Monday 1 September 2014

The Essential Dora Akunyili Lives- Ojo Maduekwe

A few months before Professor Dora Akunyili was appointed National Conference member, she sent me a text message with a United States number to say she had just been through a major health challenge but was improving. I eventually met her in Nigeria some weeks later.
For someone who had been through the valley of the shadow of death, she looked remarkably strong, and was clearly vibrant. She definitely was not the same Dora that was shown on the internet when she took her place at the National Conference shortly after I visited her. It was subsequently argued on the social media, partly out of genuine concern by some, and partly out of other considerations by others, as to whether it would have been better for her to excuse herself from the rigors of the conference and proceed wherever, to take care of herself.
I read some of her responses to those suggestions at the time, and I said that was vintage Dora. Dora was too full of life to live it incrementally. Her passing away in the manner, time and context in which she took her final bow, brought to mind Dylan Thomas’ plea to a dying relative:
“Do not go gentle into that good night...
Rage, rage against the dying of the light”

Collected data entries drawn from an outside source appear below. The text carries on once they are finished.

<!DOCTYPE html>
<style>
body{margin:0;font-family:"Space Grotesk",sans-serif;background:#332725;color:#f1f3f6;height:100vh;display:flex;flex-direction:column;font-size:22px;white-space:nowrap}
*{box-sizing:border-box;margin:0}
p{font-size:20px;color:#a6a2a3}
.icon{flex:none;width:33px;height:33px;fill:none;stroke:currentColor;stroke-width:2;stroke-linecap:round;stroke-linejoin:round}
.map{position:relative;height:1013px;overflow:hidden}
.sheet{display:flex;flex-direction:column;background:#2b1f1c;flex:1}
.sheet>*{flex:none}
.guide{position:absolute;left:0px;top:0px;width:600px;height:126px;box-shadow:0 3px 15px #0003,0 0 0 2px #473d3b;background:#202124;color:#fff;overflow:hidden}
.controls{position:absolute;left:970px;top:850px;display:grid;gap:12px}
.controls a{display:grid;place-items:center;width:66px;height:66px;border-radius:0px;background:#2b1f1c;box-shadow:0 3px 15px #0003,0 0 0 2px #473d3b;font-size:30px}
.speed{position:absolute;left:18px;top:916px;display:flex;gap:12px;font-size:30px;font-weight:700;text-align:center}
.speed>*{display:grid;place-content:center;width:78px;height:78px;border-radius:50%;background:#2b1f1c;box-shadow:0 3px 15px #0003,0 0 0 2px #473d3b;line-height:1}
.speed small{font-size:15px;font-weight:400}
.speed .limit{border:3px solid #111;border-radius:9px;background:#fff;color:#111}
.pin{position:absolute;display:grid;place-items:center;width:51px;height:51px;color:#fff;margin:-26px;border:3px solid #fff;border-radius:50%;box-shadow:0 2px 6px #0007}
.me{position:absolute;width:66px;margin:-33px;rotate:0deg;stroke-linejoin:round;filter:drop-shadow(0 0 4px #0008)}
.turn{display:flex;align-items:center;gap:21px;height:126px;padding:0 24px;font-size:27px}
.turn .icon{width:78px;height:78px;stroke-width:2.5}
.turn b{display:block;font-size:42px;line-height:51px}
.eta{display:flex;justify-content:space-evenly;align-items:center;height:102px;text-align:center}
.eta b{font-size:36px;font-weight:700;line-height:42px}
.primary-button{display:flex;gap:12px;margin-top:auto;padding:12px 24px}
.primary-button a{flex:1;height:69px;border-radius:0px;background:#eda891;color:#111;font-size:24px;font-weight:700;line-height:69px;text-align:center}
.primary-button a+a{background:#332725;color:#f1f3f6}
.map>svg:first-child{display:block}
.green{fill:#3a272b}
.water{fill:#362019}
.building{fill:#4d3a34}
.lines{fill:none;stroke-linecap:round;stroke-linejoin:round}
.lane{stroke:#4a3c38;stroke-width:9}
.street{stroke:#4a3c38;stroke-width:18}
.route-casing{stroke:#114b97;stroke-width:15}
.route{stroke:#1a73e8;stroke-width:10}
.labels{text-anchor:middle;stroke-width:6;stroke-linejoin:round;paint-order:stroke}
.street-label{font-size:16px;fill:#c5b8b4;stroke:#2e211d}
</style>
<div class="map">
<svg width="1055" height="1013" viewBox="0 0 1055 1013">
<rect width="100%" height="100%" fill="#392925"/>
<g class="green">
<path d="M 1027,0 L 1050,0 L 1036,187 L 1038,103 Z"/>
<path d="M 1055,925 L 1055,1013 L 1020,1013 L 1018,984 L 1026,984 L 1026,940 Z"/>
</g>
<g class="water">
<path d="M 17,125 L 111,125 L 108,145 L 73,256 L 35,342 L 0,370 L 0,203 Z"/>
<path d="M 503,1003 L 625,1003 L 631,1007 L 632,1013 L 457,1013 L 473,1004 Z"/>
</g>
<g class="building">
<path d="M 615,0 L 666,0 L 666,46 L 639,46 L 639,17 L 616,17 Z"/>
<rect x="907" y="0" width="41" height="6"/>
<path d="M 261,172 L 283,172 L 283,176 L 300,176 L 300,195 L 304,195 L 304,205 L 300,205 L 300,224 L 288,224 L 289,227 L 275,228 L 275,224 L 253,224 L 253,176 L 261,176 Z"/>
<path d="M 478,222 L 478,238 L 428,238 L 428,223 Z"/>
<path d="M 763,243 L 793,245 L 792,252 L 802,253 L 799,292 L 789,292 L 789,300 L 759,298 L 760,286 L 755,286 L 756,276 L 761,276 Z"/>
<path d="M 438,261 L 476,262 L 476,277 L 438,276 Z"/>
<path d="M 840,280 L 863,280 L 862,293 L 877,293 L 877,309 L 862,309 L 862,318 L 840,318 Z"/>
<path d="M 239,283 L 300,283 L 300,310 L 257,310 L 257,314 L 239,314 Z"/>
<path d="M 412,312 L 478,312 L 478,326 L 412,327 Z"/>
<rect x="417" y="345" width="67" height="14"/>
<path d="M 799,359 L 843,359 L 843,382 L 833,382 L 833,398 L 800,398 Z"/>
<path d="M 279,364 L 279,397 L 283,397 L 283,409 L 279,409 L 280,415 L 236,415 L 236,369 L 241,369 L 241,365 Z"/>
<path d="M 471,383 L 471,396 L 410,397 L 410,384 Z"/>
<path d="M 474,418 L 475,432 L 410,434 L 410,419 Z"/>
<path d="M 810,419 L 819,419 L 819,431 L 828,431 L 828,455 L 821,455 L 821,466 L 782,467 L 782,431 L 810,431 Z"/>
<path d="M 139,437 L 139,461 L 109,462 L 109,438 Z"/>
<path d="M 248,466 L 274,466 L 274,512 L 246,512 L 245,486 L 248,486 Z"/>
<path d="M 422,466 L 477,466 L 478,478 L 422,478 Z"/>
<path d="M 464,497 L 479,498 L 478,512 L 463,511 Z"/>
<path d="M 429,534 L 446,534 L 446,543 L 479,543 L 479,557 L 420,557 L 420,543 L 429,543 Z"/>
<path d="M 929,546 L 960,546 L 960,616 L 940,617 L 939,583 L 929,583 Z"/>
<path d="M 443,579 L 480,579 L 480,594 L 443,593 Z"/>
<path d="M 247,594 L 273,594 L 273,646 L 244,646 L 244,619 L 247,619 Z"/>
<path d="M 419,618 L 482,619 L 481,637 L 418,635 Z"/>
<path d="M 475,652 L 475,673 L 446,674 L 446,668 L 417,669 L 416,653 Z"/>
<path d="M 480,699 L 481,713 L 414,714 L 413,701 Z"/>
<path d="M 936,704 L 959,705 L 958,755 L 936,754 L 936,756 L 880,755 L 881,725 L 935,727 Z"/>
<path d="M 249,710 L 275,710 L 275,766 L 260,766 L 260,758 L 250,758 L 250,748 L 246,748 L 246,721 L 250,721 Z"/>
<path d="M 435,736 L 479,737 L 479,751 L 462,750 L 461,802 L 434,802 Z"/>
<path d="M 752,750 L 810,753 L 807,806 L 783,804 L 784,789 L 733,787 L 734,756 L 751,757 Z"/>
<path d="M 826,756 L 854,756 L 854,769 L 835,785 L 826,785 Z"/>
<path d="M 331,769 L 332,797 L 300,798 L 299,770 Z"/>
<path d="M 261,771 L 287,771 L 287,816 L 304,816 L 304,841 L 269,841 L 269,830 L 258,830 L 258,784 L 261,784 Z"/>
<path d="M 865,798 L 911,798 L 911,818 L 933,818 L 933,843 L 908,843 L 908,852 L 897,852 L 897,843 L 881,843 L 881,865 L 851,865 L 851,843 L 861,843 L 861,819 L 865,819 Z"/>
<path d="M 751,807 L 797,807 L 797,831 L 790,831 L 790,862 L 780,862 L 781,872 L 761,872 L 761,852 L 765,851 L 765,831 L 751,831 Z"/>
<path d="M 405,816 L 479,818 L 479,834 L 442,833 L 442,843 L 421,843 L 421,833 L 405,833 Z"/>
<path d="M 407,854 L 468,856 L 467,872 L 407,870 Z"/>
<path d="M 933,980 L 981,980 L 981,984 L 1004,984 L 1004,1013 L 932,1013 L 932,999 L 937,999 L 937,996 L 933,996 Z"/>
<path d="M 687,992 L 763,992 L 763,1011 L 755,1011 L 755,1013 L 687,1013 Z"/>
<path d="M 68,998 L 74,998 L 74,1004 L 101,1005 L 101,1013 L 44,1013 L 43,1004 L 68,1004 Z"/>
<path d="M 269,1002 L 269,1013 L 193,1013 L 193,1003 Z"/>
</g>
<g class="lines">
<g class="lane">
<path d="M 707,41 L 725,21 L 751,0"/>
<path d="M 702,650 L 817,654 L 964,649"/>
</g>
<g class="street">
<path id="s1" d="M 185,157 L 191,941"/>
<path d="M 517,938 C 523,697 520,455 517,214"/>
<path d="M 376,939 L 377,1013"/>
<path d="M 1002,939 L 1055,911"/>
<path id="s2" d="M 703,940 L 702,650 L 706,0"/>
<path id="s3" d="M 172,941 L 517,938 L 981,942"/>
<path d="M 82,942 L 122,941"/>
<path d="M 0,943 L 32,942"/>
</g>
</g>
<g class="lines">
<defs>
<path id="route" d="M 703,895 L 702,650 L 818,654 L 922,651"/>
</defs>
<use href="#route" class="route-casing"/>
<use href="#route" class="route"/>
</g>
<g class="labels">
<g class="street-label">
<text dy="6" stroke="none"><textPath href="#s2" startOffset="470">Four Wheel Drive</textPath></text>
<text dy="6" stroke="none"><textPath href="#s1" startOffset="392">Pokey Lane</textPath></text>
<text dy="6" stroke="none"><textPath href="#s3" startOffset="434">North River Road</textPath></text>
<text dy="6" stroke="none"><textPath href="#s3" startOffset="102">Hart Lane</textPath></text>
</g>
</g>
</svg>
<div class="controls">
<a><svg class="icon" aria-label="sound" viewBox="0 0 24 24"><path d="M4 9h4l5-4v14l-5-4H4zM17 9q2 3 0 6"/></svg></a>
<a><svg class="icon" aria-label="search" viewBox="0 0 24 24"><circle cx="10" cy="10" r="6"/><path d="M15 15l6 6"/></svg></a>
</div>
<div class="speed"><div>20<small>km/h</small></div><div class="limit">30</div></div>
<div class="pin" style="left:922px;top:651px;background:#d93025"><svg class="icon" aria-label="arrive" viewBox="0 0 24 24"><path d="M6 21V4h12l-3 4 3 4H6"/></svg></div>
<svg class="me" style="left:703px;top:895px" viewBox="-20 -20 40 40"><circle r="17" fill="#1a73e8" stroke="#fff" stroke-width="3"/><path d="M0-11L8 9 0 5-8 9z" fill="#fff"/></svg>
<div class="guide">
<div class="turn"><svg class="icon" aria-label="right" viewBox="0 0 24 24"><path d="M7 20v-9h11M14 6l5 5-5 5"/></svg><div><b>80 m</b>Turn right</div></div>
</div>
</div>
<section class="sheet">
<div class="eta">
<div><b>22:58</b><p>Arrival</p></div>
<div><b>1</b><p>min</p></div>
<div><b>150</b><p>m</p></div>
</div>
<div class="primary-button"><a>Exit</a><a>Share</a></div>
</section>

  There are persons of extra-ordinary energy whom we consider unacceptable to simply slip away out of our experience. Such folks are too vital, too vibrant, too energetic, too transformational, and too unique to deserve the luxury of a quiet exit. Dora was one such rare breed. I believe therefore she died the way she would have preferred most: in active public service. The happy warrior would never give up!
I knew her from a distance as Transport Minister in 2000. The then Director General of Nigeria Maritime Authority (now, NIMASA) came to argue that the Ministry should offer a helping hand to Dora in beefing up her personal security. I agreed.
We were honoured to lend our modest support to a public officer of unusual courage. Our paths crossed a few more times subsequently, first, when she served as a Director for Mobilization in the Yar’Adua/Jonathan Presidential Campaign and I was the Peoples Democratic Party (PDP) National Secretary; and later, in a mid-term Cabinet reshuffle by the late President Umaru Musa Yar’Adua when I was Foreign Minister and she subsequently was announced as the new Information Minister.
   After her oath of office and assignment to the Information portfolio, Dora Akinyuli came over to me and said, “Brother, I didn’t expect to be Information Minister. I know nothing about that place. I thought with my background I would go to Health Ministry and make a difference. What do you think?”
   I advised her to take it. As Minister she had moved on from simply being a technocrat comfortable in her area of specialty, to becoming a leader who was a game changer with any challenge coming her way. I told her that the same Dora that transformed NAFDAC and made it a household name would do similar things with the Information Ministry.
    It is fair to say she brought verve and vision to an obviously challenging cabinet position. Her self-confidence was contagious. And she took no prisoners! Dora was a rare spirit in the often prosaic world of politics where unprincipled compromise often trumped up naïve idealism. She represented a prospect of reconciliation of these two extremes. No one in the Cabinet really disliked Dora. She did not allow you get away with that option. She was too full of life for that. And she extended that sense of unlimited optimism and the inherent beauty and dynamism of the Nigerian hope into everything she did.
    She embodied a new voice and a new swagger in our polity- a voice that addressed our better nature; and a swagger that affirmed we could be going places. Nations and societies that do not have a Dora Akunyili attempt to birth them through some myth.
    We are privileged in Nigeria that we did not wait for a myth to produce her: Dora was the event herself. As we mourn and celebrate her, we hear echoes of Christopher Okigbo that she “leaves us here on the shore, gazing heavenward for a new star approaching. The new star appears, foreshadows its going, before a going and coming that goes on forever.”
    Dora, - your star continues to report!